Enfin, la grâce agit davantage sur le cœur de ceux qui sont illuminés pour compléter l'union avec Dieu, de sorte que "ce n'est plus moi qui vis, mais le Christ qui vit en moi" (Galates 2:20). Les Pères de la Sainte Église utilisent le terme de théosis ou déification pour décrire cet état spirituel exalté d'union avec Dieu par la grâce. De même que la nature humaine de Jésus-Christ a été pleinement infusée et saturée par les énergies divines émanant de Sa nature divine, de même il est possible par grâce pour les êtres humains de devenir des réceptacles de la grâce divine.
Les saints utilisent l'analogie du fer et du feu, le fer représentant la nature humaine et le feu, la Nature Divine. Lorsque le fer est placé dans le feu pendant un certain temps, il devient rouge et chaud, ayant acquis les propriétés du feu. Cependant, le fer n'est pas devenu du feu par nature mais par contact continu avec le feu.
De même, celui qui, par la grâce de Dieu, a été pleinement uni à Lui est imprégné de Sa vie Divine de telle manière qu'il manifeste des dons spirituels, et des fruits semblables à Dieu Lui-même. De même que le fer placé dans le feu conserve les propriétés du feu lorsqu'il en est retiré, de même l'humanité de celui qui est spirituellement parfait est unie et se mêle au feu de la vie divine. Il s'est uni à Dieu de façon permanente et durable et fait l'expérience de Sa Lumière Incréée comme une réalité continue (et parfois visuelle).

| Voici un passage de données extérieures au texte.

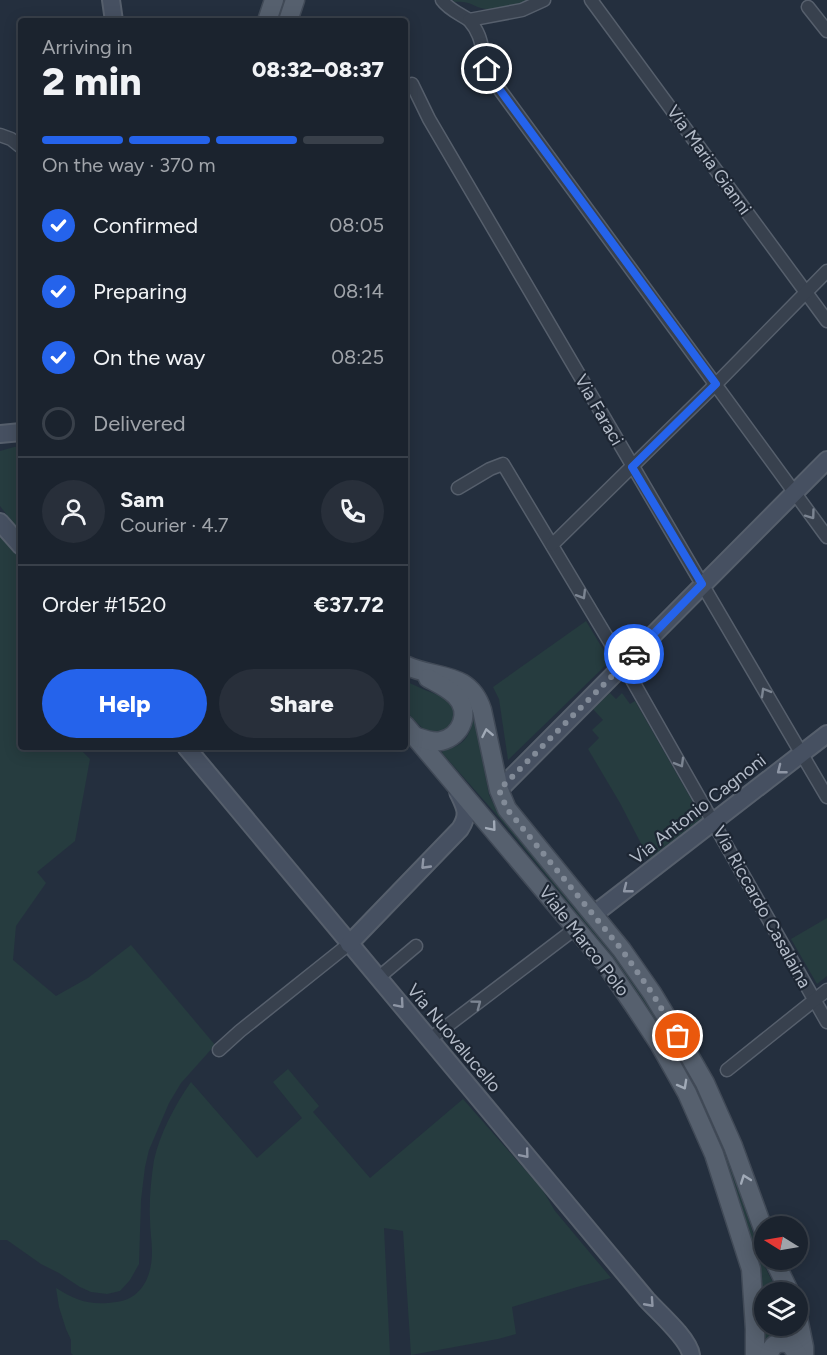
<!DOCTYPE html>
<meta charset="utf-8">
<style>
:root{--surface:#1b232e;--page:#282f3a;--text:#f1f3f6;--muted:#a0a4aa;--line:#39404a;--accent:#2563eb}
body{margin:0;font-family:Figtree,sans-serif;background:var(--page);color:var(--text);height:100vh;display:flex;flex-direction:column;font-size:22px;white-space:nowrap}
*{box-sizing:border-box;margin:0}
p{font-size:20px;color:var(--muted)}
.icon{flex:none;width:33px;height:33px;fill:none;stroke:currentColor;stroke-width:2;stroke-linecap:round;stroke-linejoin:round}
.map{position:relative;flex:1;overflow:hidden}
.side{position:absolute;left:18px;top:18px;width:390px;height:732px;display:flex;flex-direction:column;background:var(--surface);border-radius:6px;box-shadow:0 3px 15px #0003,0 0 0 2px var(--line)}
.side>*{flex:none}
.needle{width:39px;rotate:281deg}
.controls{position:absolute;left:754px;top:1216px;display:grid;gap:12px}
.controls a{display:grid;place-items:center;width:54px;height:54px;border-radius:50%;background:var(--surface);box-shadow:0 3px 15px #0003,0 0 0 2px var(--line);font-size:30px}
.pin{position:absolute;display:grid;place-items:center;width:51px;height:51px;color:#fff;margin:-26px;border:3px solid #fff;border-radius:50%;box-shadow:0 2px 6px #0007}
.courier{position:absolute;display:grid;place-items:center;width:60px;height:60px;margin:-30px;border:4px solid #2563eb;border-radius:50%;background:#fff;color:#222;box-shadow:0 2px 8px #0007}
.head em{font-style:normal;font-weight:800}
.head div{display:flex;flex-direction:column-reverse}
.head{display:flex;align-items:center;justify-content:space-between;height:102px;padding:0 24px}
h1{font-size:39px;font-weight:800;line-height:45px}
.bar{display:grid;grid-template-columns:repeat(4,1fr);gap:9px 6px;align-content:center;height:72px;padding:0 24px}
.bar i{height:8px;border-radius:4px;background:var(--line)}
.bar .active{background:var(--accent)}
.bar p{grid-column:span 4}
.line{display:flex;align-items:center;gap:15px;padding:0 24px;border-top:2px solid var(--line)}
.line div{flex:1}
.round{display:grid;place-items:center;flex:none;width:63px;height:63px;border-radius:32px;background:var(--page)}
ol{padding:0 24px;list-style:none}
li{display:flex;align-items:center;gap:18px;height:66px}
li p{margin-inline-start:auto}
li .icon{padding:6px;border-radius:50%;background:var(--accent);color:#fff;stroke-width:4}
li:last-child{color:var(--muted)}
li i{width:33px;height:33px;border:3px solid var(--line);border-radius:50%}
.primary-button{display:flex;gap:12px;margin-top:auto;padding:12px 24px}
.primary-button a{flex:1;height:69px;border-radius:36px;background:var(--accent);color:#fff;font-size:24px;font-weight:800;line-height:69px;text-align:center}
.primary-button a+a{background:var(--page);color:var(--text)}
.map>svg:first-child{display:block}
</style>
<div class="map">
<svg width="827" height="1355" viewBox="0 0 827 1355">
<rect width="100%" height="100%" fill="#242f3e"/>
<g fill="#263c3f">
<path d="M453 0H533C519 5 502 11 486 9 472 7 471 0 454 2Z"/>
<path d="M14 447H21V533L0 506V451Z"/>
<path d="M0 535 21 560V564L19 566 21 569V747H84L81 750 90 759 75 841 37 872 46 883 16 926 13 960 56 996 88 978 131 945 215 1045 181 1083 169 1103 149 1150 145 1167 141 1200 139 1264 130 1280 120 1291 107 1294 91 1292 80 1287 59 1273 41 1264 7 1240H0Z"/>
<path d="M586 621 607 656V664L508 760 499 699 493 687Z"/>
<path d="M405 681 425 690 446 698 454 706 456 718 448 730 434 734 425 731 405 710Z"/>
<path d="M610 693 616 699 622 693 630 704 635 701 702 818 649 859 620 803 588 749 599 738 592 730 603 720 593 709Z"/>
<path d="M473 710 489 795 493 803 616 953 646 996 699 1086 725 1149 763 1263 778 1293H765V1326H790L793 1336 762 1350V1285L759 1266 722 1150 695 1088 642 999 612 956 496 814 442 753 443 750C466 747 473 732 473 710Z"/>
<path d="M827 918V976L817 984 791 939Z"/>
<path d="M288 1069 319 1106 313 1112 370 1178 463 1099 542 1189 555 1211 611 1278 577 1287 512 1307 516 1334 498 1339 411 1355 403 1231 384 1228 390 1355H73L71 1353V1340L66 1329 59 1307 56 1288C77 1301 91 1306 116 1302 142 1299 152 1276 152 1252 152 1241 150 1230 150 1220 149 1200 151 1180 154 1160 160 1133 175 1105 191 1082L257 1158 302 1118 273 1082Z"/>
</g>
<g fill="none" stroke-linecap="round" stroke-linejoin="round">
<g stroke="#565f6c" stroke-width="15">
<g id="minor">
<path d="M442 0C448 9 460 14 469 20"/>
<path d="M544 0 522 10 469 20C483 36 481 49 487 67 489 74 493 80 497 86L827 537"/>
<path d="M591 0 827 321"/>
<path d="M808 7 827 31"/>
<path d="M412 84 429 119 827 797"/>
<path d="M0 135 11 139 21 147"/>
<path d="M458 488 490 469 503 464 623 664 827 1022"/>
<path d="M552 545 716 384 827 271"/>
<path d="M378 978 416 946"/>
<path d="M430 1039 576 928"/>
<path d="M219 1050 240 1031 349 944"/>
<path d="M727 1070 827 990"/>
</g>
</g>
<g stroke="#565f6c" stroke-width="20">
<g id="secondary">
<path d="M111 0 114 21"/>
<path d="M0 434 21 432"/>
<path d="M0 522 21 546"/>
<path d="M186 747 647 1300C659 1313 689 1339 691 1355"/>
<path d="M499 790 827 460"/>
<path d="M593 915 827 734"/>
<path d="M349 944 460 829C470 814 465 807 458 792"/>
</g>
</g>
<g stroke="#414a57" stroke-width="21">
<g id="primary">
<path d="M267 21 274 0"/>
<path d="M288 21 295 0"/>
<path d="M405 665C436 680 469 670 482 710L499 790 507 809 622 950 652 993 678 1036 705 1083 733 1146 765 1234"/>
<path d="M405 725 605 963 633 1004 660 1045 687 1093 714 1154 751 1269 755 1329V1355"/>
<path d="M414 736C423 739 432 743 441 741 462 736 471 712 456 696 448 688 437 683 428 678"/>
<path d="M774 1260 790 1293"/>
<path d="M798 1318 804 1347V1355"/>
<path d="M769 1355C772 1343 779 1341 790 1344L798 1355"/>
</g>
</g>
<use href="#minor" stroke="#38414e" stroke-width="12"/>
<use href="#secondary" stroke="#465061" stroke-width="16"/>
<use href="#primary" stroke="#56606e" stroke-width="18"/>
</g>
<defs><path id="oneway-chevron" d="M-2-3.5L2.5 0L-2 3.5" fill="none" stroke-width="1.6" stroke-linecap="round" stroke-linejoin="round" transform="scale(1.5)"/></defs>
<g stroke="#7c8592">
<use href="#oneway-chevron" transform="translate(811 515) rotate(54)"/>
<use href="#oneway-chevron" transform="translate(582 595) rotate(59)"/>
<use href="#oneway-chevron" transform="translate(765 692) rotate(-120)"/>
<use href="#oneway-chevron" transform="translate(680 763) rotate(60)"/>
<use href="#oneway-chevron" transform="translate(477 1004) rotate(-37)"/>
</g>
<g stroke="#a1aab7">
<use href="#oneway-chevron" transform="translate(487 733) rotate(-101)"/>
<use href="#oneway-chevron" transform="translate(492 827) rotate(50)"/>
<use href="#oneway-chevron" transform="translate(683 1085) rotate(61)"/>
<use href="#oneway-chevron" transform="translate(745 1179) rotate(-110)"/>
</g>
<g stroke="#8e96a5">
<use href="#oneway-chevron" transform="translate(781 770) rotate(142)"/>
<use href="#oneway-chevron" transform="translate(425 865) rotate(134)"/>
<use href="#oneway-chevron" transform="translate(627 889) rotate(142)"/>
<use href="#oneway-chevron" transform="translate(400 1004) rotate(49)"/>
<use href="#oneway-chevron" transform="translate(525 1154) rotate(50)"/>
<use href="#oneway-chevron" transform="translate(650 1303) rotate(48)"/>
</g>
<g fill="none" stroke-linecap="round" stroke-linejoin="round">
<path stroke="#828b98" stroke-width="6" stroke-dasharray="0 10.8" d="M634 654 499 790 507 809 622 950 652 993 678 1036"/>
<path stroke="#2563eb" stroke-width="8" d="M487 69 497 86 716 384 632 467 702 584 634 654"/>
</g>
<g text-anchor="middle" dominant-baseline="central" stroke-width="4.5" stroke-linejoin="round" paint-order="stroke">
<g font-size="18" fill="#b4bcc9" stroke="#1d2633">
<text transform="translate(709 160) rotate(54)">Via Maria Gianni</text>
<text transform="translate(599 410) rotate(60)">Via Faraci</text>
<text transform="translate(698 809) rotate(-38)">Via Antonio Cagnoni</text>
<text transform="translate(762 907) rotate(61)">Via Riccardo Casalaina</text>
<text transform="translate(584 941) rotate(52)">Viale Marco Polo</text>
<text transform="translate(454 1038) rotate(50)">Via Nuovalucello</text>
</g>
</g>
</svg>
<div class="controls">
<a><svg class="needle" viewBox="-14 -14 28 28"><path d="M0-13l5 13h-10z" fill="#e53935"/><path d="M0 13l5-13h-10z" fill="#a0a4aa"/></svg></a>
<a><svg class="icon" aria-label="layers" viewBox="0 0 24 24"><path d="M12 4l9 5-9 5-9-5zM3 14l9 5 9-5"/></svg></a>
</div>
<div class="pin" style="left:678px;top:1036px;background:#ea580c"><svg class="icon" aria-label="bag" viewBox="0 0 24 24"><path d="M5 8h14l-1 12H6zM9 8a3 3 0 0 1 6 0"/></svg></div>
<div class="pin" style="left:487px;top:69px;background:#1f2937"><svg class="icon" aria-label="home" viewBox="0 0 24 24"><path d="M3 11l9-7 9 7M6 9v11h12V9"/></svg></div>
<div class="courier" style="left:634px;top:654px"><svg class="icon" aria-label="car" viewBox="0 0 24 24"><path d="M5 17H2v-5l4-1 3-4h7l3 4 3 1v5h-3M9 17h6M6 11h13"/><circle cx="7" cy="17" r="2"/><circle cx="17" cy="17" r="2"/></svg></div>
<section class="side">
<div class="head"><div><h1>2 min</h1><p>Arriving in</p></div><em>08:32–08:37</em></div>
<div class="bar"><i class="active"></i><i class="active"></i><i class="active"></i><i></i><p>On the way · 370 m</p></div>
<ol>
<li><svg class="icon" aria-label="check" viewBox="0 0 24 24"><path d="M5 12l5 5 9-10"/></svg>Confirmed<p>08:05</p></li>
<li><svg class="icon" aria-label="check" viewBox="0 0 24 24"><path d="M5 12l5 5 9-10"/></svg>Preparing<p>08:14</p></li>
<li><svg class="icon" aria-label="check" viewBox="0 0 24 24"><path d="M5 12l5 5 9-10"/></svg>On the way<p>08:25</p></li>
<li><i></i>Delivered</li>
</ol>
<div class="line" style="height:108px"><a class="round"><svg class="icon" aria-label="person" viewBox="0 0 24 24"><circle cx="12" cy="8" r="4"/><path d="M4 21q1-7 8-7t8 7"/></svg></a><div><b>Sam</b><p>Courier · 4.7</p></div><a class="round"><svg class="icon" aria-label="phone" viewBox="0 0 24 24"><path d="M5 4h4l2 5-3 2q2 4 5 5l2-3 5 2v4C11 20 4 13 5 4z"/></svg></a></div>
<div class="line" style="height:78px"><div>Order #1520</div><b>€37.72</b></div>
<div class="primary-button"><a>Help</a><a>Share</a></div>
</section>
</div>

Cependant, comme le fer ne devient pas le feu lui-même, mais participe et partage les propriétés du feu, ainsi la nature humaine participe à Dieu par la grâce, et non par la nature. Seule l'humanité du Christ a reçu la déification (théosis) par la nature à la suite de son union avec sa Nature Divine.

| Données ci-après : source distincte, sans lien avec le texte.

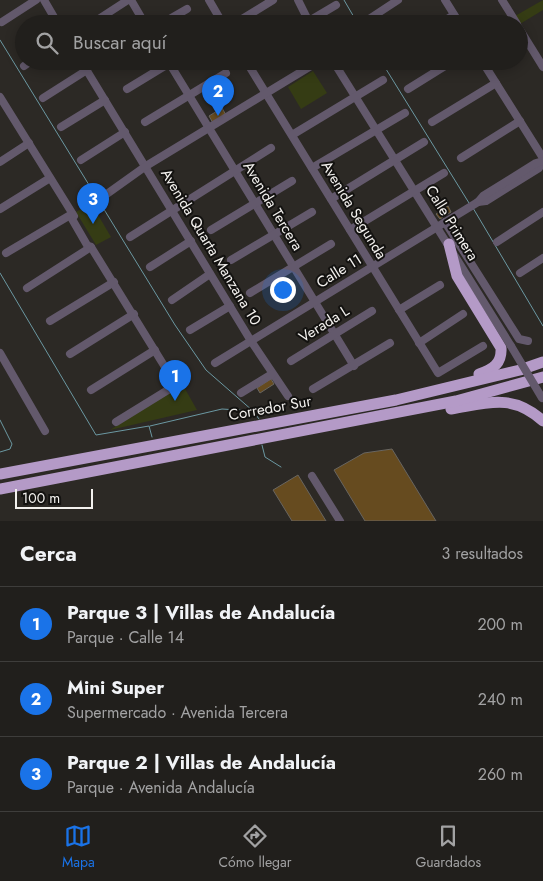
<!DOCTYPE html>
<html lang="es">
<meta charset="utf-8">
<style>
body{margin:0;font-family:Jost,sans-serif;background:#292725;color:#f1f3f6}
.scale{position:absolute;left:15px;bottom:12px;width:78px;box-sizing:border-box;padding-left:5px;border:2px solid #f3f1ee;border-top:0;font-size:14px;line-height:18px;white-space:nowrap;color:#f3f1ee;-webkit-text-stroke:4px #131210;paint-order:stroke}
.you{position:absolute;left:282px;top:289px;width:18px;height:18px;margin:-12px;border:4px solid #fff;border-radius:50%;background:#1a73e8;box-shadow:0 0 0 8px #1a73e833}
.badge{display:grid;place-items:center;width:32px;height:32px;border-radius:50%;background:#1a73e8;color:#fff;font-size:16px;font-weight:700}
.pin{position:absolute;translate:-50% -41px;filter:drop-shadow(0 1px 2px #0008)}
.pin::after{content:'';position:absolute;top:26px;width:18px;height:15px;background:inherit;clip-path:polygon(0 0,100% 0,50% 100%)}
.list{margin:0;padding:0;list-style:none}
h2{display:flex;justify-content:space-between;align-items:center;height:65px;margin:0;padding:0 20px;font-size:21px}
h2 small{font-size:16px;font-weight:400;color:#a2a2a3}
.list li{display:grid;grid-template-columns:32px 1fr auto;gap:15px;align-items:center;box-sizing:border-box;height:75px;padding:0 20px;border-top:1px solid #3e3d3b}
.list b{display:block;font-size:19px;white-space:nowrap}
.list p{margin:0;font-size:16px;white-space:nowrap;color:#a2a2a3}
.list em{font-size:16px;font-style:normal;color:#a2a2a3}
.icon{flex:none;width:28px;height:28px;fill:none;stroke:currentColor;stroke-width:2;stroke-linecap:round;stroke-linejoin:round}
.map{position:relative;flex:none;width:543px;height:521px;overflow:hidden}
.search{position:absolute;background:#211f1c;box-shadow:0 2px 12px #0003;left:15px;right:15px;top:15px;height:55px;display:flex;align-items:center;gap:12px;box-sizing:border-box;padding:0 18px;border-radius:28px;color:#a2a2a3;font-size:19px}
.sheet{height:290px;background:#211f1c}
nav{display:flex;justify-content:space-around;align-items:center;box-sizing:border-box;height:70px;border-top:1px solid #3e3d3b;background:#211f1c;font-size:14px;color:#a2a2a3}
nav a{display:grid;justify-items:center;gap:2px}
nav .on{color:#1a73e8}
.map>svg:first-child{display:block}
.green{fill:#353c14}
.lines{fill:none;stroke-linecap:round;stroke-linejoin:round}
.stream{stroke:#6b98a2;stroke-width:1}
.building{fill:#664b1f;stroke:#686560}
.minor{stroke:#63596c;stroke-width:8}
.highway{stroke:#b49ac7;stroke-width:11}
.minor-bridge{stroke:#63596c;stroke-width:8}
.labels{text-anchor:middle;stroke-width:4;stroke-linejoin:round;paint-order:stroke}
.street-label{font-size:15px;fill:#f3f1ee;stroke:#131210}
</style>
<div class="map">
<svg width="543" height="521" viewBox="0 0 543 521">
<rect width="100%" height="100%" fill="#2c2925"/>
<!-- green -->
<g class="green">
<path d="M543,0V10L520,24L515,16Z"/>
<path d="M313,71L327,93L301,109L288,87Z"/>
<path d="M91,203L111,237L96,245L76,212Z"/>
<path d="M184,387L197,410L110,430L175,390L176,392Z"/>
</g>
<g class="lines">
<!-- stream -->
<g class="stream">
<path d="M344,0L358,24"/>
<path d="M0,40L175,325L206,370L253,411L259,419"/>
<path d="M381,61L469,203"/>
<path d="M473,208L543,326"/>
<path d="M0,273L96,435L149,426L152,437"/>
<path d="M0,420L12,444L10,449L0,452"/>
<path d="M150,426L222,409L253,411"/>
<path d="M262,445L265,457L281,467"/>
</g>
</g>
<!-- building -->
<g class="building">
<path d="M222,108L226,115L213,123L209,116Z"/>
<path d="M448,206L451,212L440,219L436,214Z"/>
<path d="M271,379L274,384L260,393L257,388Z"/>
<path d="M392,449L436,521H365L334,470L364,453Z"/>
<path d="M298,475L326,521H292L273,490Z"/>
</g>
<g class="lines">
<!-- minor -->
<g class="minor">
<path d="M44,0L58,24"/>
<path d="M131,0L145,24"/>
<path d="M209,0L223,24"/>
<path d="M298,0L310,24"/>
<path d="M445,0L460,24"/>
<path d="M502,0L517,24"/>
<path d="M366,21L398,0"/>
<path d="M2,22L36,0"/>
<path d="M91,24L128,0"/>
<path d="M161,24L187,9"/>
<path d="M234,24L273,0"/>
<path d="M304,24L336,5"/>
<path d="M439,24L454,15"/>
<path d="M519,28L543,67"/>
<path d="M81,61L251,341L288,396"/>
<path d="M168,61L354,366"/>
<path d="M246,61L438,373L483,346"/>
<path d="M333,61L511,346"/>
<path d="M482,61L543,158"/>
<path d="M24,66L31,61"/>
<path d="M127,89L173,61"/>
<path d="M408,89L453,61"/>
<path d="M0,97L74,216"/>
<path d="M43,98L87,70"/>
<path d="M145,122L226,73"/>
<path d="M432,122L496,83"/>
<path d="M61,127L105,100"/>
<path d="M292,135L383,80"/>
<path d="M461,158L520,121"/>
<path d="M81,160L125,132"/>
<path d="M0,162L29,143"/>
<path d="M312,168L405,113"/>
<path d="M104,196L146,166L319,61"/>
<path d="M331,199L424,142"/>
<path d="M478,202L486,201L539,168L542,162"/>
<path d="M0,209L50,178"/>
<path d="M72,214V219L87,245L91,247L176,385L116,422"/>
<path d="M445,222L519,339L528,341"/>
<path d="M211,230L292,181"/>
<path d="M350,230L444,173"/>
<path d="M130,237L271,148"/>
<path d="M497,242L543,212"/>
<path d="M6,253L72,214"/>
<path d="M231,260L312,212"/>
<path d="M150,267L191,241"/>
<path d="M520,273L543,258"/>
<path d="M27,288L91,247"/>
<path d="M250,293L331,244"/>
<path d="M172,300L210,274"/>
<path d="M399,310L440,285"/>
<path d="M50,321L114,282"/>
<path d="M190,330L230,306"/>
<path d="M419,343L463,314"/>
<path d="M0,353L45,431"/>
<path d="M70,354L134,314"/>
<path d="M291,361L372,311"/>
<path d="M215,363L478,202L483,196L536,163L543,161"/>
<path d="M313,389L390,343"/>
<path d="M91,390L155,350"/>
<path d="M241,393L272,374"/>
<path d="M312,476L340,521"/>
</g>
<!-- highway -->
<g class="highway">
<path d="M449,244L457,276L501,348C502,363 493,370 479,374"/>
<path d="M451,409C488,403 512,393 543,421"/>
<path d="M0,474L396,400L520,370L543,362"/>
<path d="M0,489L456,401L543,377"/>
</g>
<!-- minor-bridge -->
<path class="minor-bridge" d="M511,346L542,398"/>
</g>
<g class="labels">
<!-- street labels -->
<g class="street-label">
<text transform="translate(273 206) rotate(59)" y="5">Avenida Tercera</text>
<text transform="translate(354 210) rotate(59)" y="5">Avenida Segunda</text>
<text transform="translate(452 223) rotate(58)" y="5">Calle Primera</text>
<text transform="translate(211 247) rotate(59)" y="5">Avenida Quarta Manzana 10</text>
<text transform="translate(339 271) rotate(-32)" y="5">Calle 11</text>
<text transform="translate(324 324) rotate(-32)" y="5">Verada L</text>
<text transform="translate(270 408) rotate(-10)" y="5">Corredor Sur</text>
</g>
</g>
</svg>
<div class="scale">100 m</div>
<div class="you"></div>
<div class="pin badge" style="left:175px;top:401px">1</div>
<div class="pin badge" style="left:218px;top:116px">2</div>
<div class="pin badge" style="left:93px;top:224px">3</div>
<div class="search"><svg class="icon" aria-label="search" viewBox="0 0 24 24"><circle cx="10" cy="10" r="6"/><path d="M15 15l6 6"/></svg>Buscar aquí</div>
</div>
<section class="sheet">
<h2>Cerca<small>3 resultados</small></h2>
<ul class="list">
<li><span class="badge">1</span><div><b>Parque 3 | Villas de Andalucía</b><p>Parque · Calle 14</p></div><em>200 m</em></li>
<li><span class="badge">2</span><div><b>Mini Super</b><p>Supermercado · Avenida Tercera</p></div><em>240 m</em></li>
<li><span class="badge">3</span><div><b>Parque 2 | Villas de Andalucía</b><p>Parque · Avenida Andalucía</p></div><em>260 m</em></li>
</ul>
</section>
<nav>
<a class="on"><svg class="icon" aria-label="map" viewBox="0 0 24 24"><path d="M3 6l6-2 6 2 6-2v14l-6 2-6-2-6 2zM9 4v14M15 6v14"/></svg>Mapa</a>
<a><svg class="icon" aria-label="directions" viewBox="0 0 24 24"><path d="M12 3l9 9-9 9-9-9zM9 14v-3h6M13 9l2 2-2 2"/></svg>Cómo llegar</a>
<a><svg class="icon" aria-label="saved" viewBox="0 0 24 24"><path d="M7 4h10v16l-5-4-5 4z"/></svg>Guardados</a>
</nav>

Ces étapes spirituelles ne sont pas mutuellement exclusives ou parfaitement compartimentées ; il y a progression (ou digression) et chevauchement. Les Pères de la Sainte Église enseignent que la grâce de Dieu est unique ; il existe différentes sortes de grâce. Cependant, la grâce agit en chaque personne en fonction de sa condition spirituelle actuelle.
La grande majorité des chrétiens luttent encore pour la purification du cœur et ne devraient jamais s'imaginer ou se mesurer comme ayant atteint de grands sommets spirituels. Ceux qui ont atteint une grande sainteté sont toujours caractérisés par une extrême humilité.
LES SAINTS PERES DE L'ÉGLISE SUR LA GRÂCE
Saint Jean Cassien (360-435 après J.C.), commentaire de 1 Corinthiens 15:10.
"Quand il dit "j'ai travaillé", il montre l'effort de sa propre volonté ; quand il dit encore non pas moi, mais la grâce de Dieu, il souligne la valeur de la protection divine ; quand il dit avec moi, il affirme que la grâce coopère avec lui quand il n'est pas oisif ou négligent, mais travaille et fait un effort".
Dans toutes ces [citations bibliques], il y a déclaration à la fois de la grâce de Dieu et de la liberté de notre volonté, car même de sa propre activité, un homme peut être conduit à la recherche de la vertu, mais il a toujours besoin de l'aide du Seigneur.
Car ces deux éléments, c'est-à-dire la grâce et le libre arbitre, semblent en effet opposés l'un à l'autre ; mais ils sont en harmonie. Et nous en concluons que, par piété, nous devrions accepter les deux, de crainte qu'en les assumant loin de l'homme, nous ne semblions violer la règle de foi de l'Église".